ACTION ITEM:
Down to the last line, write out the entries below exactly and omit all pictures.

[Stored data]
%%
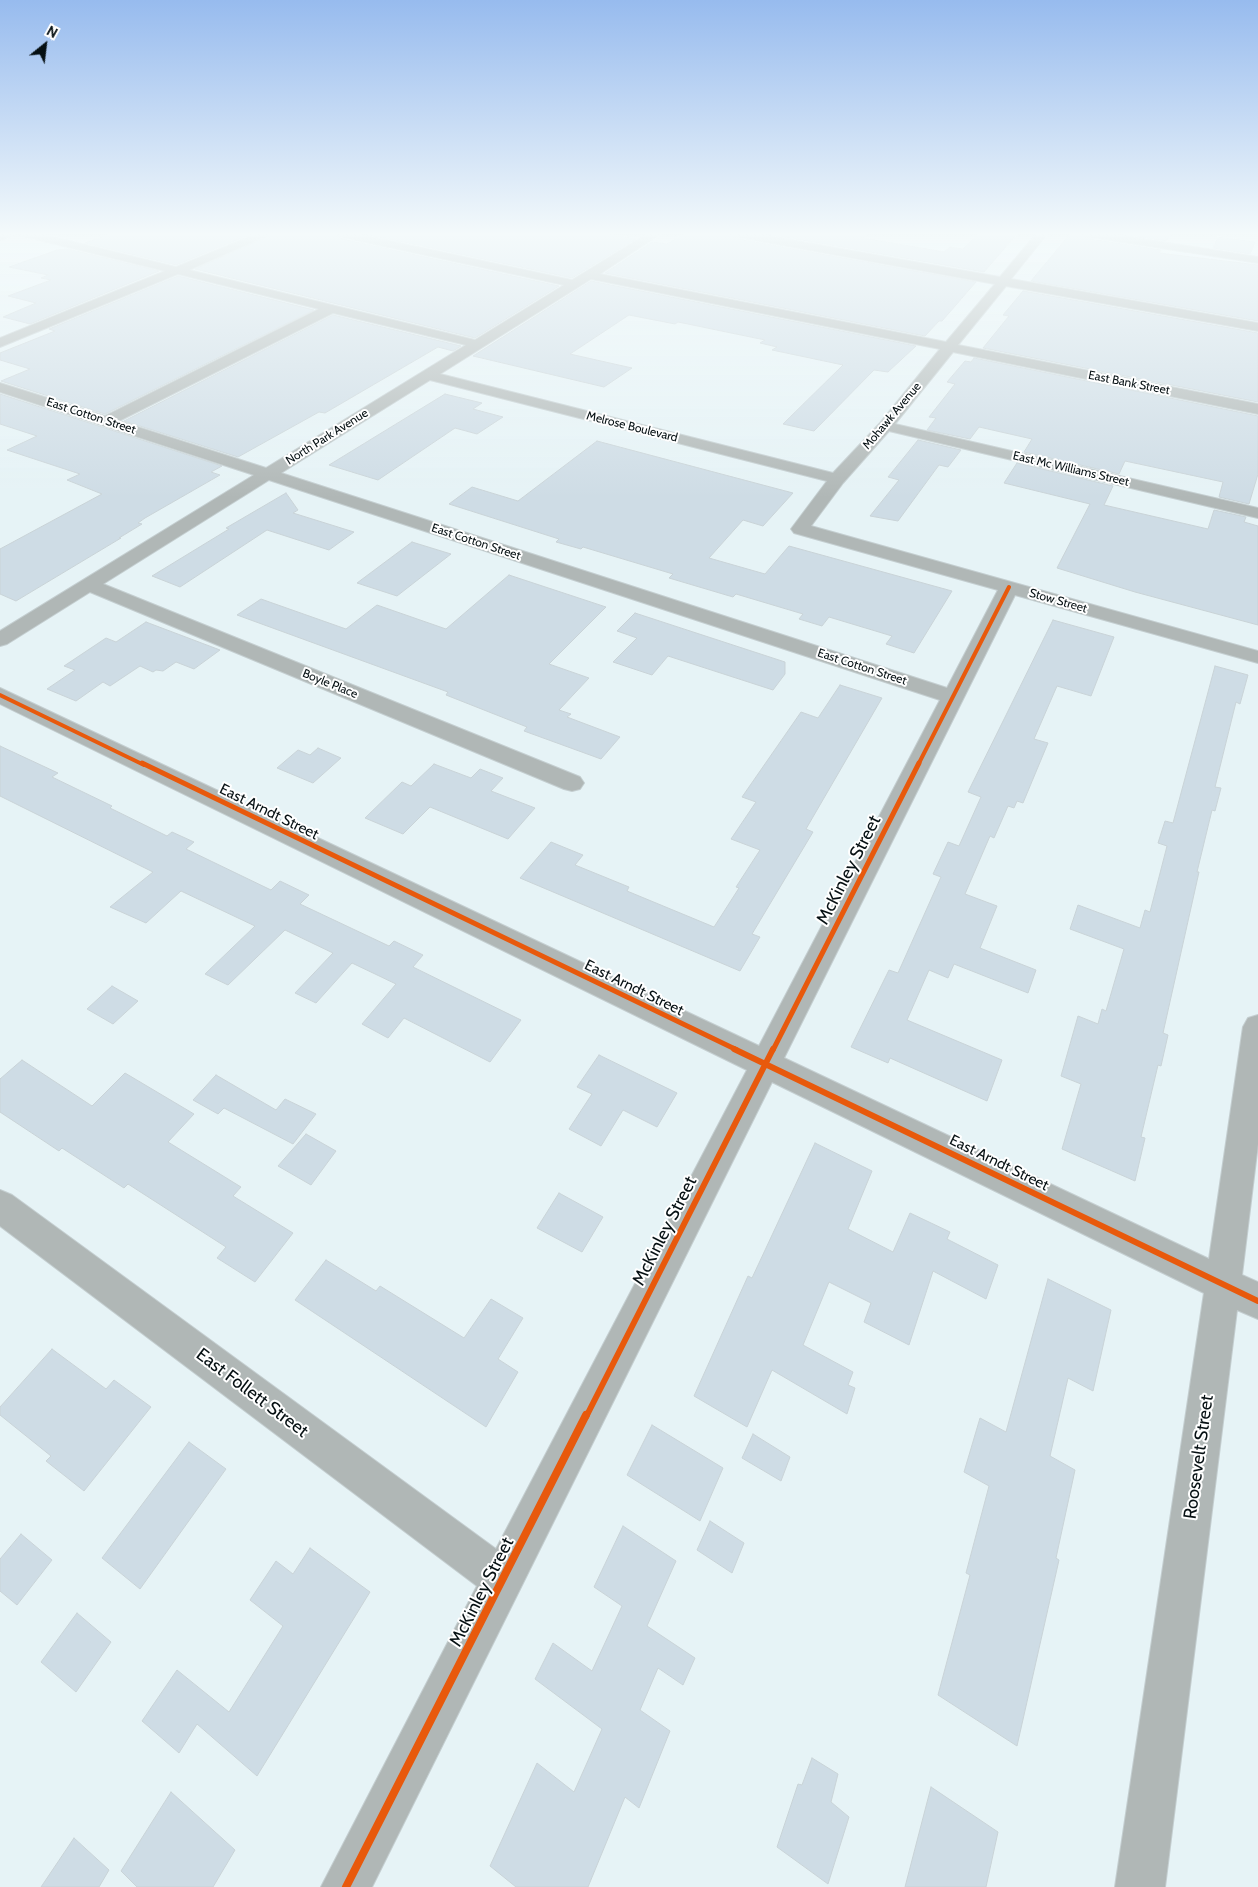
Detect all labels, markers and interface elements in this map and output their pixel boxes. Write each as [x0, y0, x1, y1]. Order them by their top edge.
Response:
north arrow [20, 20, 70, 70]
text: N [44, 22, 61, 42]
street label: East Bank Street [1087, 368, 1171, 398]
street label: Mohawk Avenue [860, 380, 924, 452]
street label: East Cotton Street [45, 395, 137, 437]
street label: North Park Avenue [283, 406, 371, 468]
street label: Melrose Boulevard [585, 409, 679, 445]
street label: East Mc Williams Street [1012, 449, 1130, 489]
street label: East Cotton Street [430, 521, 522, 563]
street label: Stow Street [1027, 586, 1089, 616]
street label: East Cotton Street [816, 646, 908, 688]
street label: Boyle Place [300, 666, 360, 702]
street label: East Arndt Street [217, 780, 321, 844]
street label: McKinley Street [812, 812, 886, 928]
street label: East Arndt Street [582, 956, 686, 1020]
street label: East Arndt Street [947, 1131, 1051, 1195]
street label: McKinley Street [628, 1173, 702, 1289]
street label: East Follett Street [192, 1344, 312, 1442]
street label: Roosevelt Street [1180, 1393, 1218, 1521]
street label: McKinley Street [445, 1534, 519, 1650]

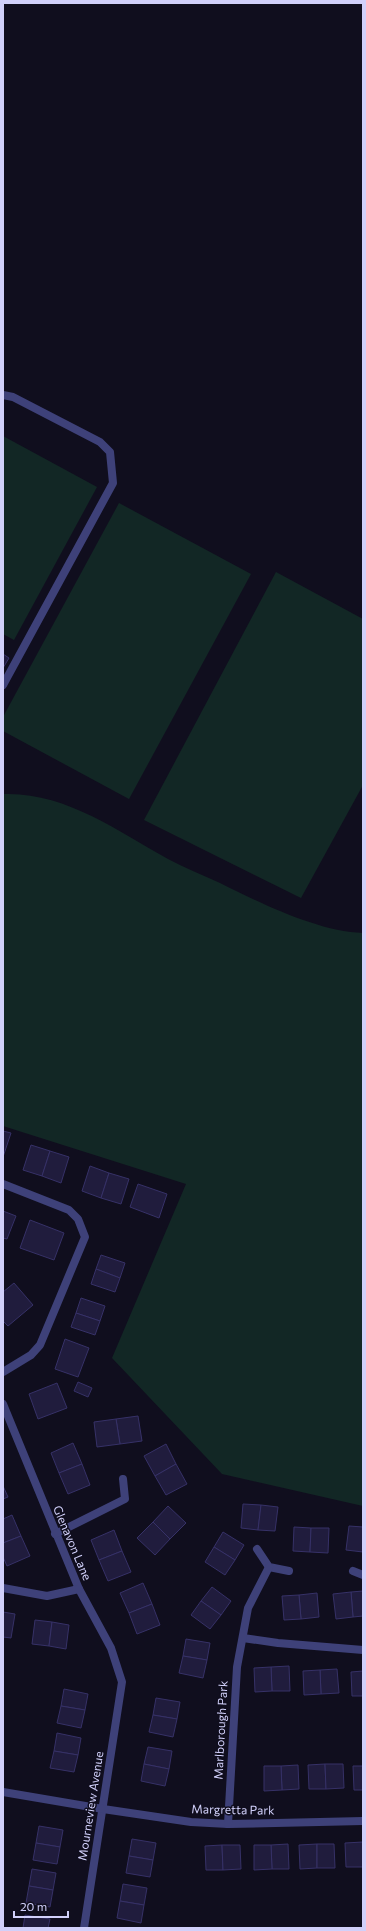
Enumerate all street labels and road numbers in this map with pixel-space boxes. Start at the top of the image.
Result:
%%
RESPONSE FOR THIS EXERCISE:
Detect all labels, markers and interface elements in this map and output their pixel boxes. Write each as [x0, y0, x1, y1]. Order them by their top edge.
Response:
north arrow [20, 20, 70, 70]
text: N [44, 22, 61, 42]
street label: East Bank Street [1087, 368, 1171, 398]
street label: Mohawk Avenue [860, 380, 924, 452]
street label: East Cotton Street [45, 395, 137, 437]
street label: North Park Avenue [283, 406, 371, 468]
street label: Melrose Boulevard [585, 409, 679, 445]
street label: East Mc Williams Street [1012, 449, 1130, 489]
street label: East Cotton Street [430, 521, 522, 563]
street label: Stow Street [1027, 586, 1089, 616]
street label: East Cotton Street [816, 646, 908, 688]
street label: Boyle Place [300, 666, 360, 702]
street label: East Arndt Street [217, 780, 321, 844]
street label: McKinley Street [812, 812, 886, 928]
street label: East Arndt Street [582, 956, 686, 1020]
street label: East Arndt Street [947, 1131, 1051, 1195]
street label: McKinley Street [628, 1173, 702, 1289]
street label: East Follett Street [192, 1344, 312, 1442]
street label: Roosevelt Street [1180, 1393, 1218, 1521]
street label: McKinley Street [445, 1534, 519, 1650]

Enumerate all street labels and road numbers in this map with pixel-space boxes. Start at the top of the image.
Result:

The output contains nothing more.